### Activity
Set down a precise copy of the whole listing.
[Opening Record extracts section]
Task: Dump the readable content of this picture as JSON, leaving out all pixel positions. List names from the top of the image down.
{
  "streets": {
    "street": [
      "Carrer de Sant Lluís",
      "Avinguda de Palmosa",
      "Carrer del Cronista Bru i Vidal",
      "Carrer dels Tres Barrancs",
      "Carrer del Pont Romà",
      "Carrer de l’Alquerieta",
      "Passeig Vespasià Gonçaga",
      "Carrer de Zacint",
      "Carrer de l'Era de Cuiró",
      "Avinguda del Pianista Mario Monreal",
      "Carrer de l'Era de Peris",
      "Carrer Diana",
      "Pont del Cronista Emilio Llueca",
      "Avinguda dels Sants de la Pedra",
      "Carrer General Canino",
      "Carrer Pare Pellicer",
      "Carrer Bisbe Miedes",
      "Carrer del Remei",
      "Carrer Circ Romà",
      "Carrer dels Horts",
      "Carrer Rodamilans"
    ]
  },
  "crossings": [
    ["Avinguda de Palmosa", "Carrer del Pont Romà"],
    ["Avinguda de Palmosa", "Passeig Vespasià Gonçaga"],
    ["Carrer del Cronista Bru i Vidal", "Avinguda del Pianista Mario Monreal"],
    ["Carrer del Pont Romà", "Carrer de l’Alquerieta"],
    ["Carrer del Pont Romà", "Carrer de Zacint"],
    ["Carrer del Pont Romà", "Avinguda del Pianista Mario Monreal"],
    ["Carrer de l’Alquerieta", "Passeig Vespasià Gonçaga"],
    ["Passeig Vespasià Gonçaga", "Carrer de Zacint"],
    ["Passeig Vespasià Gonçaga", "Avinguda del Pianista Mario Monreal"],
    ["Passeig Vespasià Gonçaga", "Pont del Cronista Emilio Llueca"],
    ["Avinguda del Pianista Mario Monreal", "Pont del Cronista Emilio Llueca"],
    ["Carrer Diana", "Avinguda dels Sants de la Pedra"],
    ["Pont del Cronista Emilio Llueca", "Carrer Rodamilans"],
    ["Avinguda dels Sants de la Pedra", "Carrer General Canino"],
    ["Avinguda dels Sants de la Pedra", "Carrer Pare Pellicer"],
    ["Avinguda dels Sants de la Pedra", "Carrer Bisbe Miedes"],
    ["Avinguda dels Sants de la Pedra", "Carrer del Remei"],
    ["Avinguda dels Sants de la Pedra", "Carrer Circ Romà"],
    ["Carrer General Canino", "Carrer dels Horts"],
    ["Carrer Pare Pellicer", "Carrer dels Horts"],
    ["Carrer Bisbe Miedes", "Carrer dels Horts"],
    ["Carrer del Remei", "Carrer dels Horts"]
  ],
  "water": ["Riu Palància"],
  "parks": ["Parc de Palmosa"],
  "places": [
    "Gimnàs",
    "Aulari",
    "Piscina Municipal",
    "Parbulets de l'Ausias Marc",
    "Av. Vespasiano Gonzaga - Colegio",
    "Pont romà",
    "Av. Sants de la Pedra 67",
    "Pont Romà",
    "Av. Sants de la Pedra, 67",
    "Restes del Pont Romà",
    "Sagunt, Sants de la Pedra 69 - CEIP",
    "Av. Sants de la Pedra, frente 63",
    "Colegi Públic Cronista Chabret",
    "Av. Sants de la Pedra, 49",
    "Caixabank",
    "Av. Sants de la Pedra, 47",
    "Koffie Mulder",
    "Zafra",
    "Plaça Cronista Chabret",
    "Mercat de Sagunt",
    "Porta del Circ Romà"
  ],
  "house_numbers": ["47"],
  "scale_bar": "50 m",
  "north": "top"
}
[Closing Record extracts section]
### Completed exercise
Task: Dump the readable content of this picture as JSON, leaving out all pixel positions. List names from the top of the image down.
{
  "streets": {
    "street": [
      "Carrer de Sant Lluís",
      "Avinguda de Palmosa",
      "Carrer del Cronista Bru i Vidal",
      "Carrer dels Tres Barrancs",
      "Carrer del Pont Romà",
      "Carrer de l’Alquerieta",
      "Passeig Vespasià Gonçaga",
      "Carrer de Zacint",
      "Carrer de l'Era de Cuiró",
      "Avinguda del Pianista Mario Monreal",
      "Carrer de l'Era de Peris",
      "Carrer Diana",
      "Pont del Cronista Emilio Llueca",
      "Avinguda dels Sants de la Pedra",
      "Carrer General Canino",
      "Carrer Pare Pellicer",
      "Carrer Bisbe Miedes",
      "Carrer del Remei",
      "Carrer Circ Romà",
      "Carrer dels Horts",
      "Carrer Rodamilans"
    ]
  },
  "crossings": [
    ["Avinguda de Palmosa", "Carrer del Pont Romà"],
    ["Avinguda de Palmosa", "Passeig Vespasià Gonçaga"],
    ["Carrer del Cronista Bru i Vidal", "Avinguda del Pianista Mario Monreal"],
    ["Carrer del Pont Romà", "Carrer de l’Alquerieta"],
    ["Carrer del Pont Romà", "Carrer de Zacint"],
    ["Carrer del Pont Romà", "Avinguda del Pianista Mario Monreal"],
    ["Carrer de l’Alquerieta", "Passeig Vespasià Gonçaga"],
    ["Passeig Vespasià Gonçaga", "Carrer de Zacint"],
    ["Passeig Vespasià Gonçaga", "Avinguda del Pianista Mario Monreal"],
    ["Passeig Vespasià Gonçaga", "Pont del Cronista Emilio Llueca"],
    ["Avinguda del Pianista Mario Monreal", "Pont del Cronista Emilio Llueca"],
    ["Carrer Diana", "Avinguda dels Sants de la Pedra"],
    ["Pont del Cronista Emilio Llueca", "Carrer Rodamilans"],
    ["Avinguda dels Sants de la Pedra", "Carrer General Canino"],
    ["Avinguda dels Sants de la Pedra", "Carrer Pare Pellicer"],
    ["Avinguda dels Sants de la Pedra", "Carrer Bisbe Miedes"],
    ["Avinguda dels Sants de la Pedra", "Carrer del Remei"],
    ["Avinguda dels Sants de la Pedra", "Carrer Circ Romà"],
    ["Carrer General Canino", "Carrer dels Horts"],
    ["Carrer Pare Pellicer", "Carrer dels Horts"],
    ["Carrer Bisbe Miedes", "Carrer dels Horts"],
    ["Carrer del Remei", "Carrer dels Horts"]
  ],
  "water": ["Riu Palància"],
  "parks": ["Parc de Palmosa"],
  "places": [
    "Gimnàs",
    "Aulari",
    "Piscina Municipal",
    "Parbulets de l'Ausias Marc",
    "Av. Vespasiano Gonzaga - Colegio",
    "Pont romà",
    "Av. Sants de la Pedra 67",
    "Pont Romà",
    "Av. Sants de la Pedra, 67",
    "Restes del Pont Romà",
    "Sagunt, Sants de la Pedra 69 - CEIP",
    "Av. Sants de la Pedra, frente 63",
    "Colegi Públic Cronista Chabret",
    "Av. Sants de la Pedra, 49",
    "Caixabank",
    "Av. Sants de la Pedra, 47",
    "Koffie Mulder",
    "Zafra",
    "Plaça Cronista Chabret",
    "Mercat de Sagunt",
    "Porta del Circ Romà"
  ],
  "house_numbers": ["47"],
  "scale_bar": "50 m",
  "north": "top"
}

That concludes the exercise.